**Task to carry out**
In the material below, find each line with the word "compass" and list it.
--- START ---
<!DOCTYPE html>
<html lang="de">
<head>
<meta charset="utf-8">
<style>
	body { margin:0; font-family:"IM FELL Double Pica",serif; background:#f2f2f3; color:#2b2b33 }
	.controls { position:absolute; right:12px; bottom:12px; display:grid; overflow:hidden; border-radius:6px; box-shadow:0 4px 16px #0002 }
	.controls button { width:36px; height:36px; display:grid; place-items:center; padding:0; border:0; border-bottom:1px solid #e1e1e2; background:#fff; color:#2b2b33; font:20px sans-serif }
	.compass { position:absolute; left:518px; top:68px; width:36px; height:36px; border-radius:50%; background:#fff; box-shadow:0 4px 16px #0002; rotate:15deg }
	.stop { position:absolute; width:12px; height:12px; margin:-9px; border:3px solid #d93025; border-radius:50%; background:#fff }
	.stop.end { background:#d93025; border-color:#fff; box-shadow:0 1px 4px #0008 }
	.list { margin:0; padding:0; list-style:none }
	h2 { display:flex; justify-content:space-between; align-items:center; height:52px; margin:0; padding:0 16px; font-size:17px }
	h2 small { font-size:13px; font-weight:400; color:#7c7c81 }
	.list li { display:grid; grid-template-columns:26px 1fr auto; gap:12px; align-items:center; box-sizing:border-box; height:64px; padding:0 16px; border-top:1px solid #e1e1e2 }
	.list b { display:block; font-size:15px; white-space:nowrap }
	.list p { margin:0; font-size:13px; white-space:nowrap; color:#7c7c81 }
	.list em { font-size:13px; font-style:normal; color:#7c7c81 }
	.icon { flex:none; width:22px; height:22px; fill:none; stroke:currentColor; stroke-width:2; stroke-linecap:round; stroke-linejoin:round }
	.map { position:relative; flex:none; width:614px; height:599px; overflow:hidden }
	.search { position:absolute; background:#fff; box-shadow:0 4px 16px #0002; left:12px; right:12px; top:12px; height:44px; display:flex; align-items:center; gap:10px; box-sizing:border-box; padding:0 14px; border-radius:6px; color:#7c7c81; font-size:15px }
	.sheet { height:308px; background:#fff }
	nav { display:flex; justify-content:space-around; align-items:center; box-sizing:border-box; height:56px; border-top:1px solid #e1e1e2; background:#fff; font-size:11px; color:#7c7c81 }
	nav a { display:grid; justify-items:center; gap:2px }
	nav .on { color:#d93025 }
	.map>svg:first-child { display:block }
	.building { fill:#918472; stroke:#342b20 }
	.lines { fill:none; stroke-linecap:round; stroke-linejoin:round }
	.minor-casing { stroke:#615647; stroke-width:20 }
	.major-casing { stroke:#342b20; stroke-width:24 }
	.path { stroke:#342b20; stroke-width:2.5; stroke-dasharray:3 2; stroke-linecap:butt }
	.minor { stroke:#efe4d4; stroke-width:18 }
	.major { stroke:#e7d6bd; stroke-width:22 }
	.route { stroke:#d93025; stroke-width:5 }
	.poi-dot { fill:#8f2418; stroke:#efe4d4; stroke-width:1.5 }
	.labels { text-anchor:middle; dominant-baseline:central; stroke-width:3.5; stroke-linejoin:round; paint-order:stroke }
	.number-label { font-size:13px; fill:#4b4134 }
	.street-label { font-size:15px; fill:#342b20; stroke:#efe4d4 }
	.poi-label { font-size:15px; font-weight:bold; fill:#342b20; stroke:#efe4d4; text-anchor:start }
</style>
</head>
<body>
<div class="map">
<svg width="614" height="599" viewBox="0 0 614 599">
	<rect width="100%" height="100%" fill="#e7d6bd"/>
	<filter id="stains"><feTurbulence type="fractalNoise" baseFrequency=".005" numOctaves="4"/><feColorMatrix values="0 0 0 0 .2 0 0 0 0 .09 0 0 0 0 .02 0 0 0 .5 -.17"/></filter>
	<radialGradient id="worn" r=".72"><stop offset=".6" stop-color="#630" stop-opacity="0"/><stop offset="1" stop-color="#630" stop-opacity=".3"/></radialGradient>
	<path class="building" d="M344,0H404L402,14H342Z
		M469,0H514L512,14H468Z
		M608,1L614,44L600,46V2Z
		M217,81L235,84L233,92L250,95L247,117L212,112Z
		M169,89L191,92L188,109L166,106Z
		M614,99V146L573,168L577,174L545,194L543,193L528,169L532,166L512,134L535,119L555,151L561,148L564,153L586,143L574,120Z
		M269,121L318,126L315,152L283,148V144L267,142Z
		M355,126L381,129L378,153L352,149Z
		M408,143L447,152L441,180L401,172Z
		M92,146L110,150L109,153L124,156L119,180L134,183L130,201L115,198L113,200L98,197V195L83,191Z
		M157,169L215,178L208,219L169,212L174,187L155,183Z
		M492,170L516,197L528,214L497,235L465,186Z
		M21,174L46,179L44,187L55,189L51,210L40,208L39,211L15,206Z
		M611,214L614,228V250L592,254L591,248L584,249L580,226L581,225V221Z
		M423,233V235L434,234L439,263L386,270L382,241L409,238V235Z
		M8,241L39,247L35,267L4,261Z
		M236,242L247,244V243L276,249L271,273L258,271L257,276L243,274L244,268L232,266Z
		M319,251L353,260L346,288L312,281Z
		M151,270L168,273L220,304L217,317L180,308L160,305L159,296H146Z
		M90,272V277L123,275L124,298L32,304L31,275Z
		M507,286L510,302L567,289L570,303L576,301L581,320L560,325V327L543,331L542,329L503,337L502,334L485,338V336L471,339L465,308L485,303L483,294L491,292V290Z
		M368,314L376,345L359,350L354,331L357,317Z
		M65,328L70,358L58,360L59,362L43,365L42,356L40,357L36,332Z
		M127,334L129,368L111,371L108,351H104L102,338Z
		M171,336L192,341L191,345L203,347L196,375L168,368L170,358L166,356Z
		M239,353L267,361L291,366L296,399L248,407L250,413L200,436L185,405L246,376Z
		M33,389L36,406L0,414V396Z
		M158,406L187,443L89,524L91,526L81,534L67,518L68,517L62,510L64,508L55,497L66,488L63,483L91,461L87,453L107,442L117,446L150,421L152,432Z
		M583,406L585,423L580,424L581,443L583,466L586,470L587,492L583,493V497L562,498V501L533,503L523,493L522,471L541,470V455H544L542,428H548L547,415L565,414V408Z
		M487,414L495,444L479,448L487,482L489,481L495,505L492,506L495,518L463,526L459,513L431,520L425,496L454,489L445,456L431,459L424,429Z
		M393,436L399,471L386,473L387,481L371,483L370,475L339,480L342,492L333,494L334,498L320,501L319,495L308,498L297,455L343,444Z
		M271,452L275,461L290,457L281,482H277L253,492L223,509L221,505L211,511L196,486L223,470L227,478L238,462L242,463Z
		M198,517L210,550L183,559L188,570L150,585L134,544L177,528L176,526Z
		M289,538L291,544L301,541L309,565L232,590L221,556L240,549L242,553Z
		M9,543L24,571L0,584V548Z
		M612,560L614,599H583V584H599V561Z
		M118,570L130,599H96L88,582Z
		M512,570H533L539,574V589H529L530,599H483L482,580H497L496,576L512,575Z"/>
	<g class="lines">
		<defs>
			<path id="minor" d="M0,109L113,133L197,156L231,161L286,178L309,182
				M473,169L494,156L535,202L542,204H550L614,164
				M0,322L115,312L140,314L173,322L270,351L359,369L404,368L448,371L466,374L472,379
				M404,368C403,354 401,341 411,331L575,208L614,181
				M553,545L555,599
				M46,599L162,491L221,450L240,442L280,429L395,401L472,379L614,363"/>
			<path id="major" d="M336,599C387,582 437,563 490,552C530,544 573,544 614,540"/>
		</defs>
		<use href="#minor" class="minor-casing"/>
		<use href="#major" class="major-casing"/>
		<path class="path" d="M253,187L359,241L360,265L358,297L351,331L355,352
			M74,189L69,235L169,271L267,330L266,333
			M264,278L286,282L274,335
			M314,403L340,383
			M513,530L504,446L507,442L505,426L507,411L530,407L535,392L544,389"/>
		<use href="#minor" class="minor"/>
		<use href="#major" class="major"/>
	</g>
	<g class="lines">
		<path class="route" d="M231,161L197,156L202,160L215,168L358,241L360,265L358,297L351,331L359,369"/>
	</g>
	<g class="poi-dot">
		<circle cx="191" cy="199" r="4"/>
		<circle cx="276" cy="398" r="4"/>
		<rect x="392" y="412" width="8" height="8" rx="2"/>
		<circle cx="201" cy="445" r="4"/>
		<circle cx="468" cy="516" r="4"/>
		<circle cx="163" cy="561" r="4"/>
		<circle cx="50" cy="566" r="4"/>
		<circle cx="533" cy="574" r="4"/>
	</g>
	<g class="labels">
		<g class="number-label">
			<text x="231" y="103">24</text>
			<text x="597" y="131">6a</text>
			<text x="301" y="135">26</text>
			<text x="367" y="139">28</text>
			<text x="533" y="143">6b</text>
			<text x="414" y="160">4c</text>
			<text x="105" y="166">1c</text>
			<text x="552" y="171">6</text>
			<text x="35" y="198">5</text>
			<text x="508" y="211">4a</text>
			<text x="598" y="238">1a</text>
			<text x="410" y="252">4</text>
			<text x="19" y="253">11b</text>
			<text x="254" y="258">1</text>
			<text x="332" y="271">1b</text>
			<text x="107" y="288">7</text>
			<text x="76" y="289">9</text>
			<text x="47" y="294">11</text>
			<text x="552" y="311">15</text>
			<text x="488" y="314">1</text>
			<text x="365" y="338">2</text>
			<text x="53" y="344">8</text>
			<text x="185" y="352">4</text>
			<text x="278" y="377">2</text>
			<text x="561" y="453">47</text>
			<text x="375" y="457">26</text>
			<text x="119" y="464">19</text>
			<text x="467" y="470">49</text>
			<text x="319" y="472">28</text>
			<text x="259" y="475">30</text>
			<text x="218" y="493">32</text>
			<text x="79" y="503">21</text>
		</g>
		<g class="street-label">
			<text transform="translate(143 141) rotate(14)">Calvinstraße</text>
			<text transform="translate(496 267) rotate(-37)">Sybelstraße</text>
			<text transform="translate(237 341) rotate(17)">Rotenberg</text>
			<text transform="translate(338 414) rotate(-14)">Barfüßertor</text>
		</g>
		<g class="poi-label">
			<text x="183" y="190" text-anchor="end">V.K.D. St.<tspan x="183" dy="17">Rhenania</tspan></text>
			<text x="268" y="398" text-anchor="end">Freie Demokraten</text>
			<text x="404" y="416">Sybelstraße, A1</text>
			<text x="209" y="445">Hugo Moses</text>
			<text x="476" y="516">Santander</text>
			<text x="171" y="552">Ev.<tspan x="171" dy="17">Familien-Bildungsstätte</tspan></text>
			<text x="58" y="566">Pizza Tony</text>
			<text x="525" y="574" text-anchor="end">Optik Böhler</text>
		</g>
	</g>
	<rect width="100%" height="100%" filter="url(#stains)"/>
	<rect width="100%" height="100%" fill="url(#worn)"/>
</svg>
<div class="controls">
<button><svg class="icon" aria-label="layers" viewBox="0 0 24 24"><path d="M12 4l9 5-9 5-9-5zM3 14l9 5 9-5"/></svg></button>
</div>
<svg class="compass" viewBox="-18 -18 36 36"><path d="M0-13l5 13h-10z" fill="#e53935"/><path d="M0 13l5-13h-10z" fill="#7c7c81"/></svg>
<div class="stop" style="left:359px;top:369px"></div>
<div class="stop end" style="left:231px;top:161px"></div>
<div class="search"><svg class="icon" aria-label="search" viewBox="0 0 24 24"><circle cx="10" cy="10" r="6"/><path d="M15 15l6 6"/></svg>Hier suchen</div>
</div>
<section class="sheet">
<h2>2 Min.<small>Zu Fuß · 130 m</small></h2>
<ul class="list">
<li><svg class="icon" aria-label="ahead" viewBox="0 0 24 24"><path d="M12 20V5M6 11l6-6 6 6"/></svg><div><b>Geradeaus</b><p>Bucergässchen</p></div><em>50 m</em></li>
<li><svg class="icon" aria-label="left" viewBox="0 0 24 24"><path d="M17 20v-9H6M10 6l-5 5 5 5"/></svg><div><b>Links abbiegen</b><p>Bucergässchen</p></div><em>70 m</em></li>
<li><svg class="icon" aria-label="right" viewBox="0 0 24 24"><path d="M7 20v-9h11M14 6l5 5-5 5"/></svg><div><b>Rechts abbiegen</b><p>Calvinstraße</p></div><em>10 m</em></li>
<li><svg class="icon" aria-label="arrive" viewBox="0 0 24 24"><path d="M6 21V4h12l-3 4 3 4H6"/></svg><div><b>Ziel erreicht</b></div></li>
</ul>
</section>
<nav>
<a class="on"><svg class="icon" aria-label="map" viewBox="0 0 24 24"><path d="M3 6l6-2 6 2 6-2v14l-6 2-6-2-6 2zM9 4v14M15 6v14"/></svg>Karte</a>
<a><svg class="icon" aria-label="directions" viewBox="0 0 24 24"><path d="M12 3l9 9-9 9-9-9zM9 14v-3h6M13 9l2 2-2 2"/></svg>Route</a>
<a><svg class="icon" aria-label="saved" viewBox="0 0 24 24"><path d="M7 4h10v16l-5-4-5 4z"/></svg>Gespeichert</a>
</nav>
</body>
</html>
--- END ---
**Exercise answer**
	.compass { position:absolute; left:518px; top:68px; width:36px; height:36px; border-radius:50%; background:#fff; box-shadow:0 4px 16px #0002; rotate:15deg }
<svg class="compass" viewBox="-18 -18 36 36"><path d="M0-13l5 13h-10z" fill="#e53935"/><path d="M0 13l5-13h-10z" fill="#7c7c81"/></svg>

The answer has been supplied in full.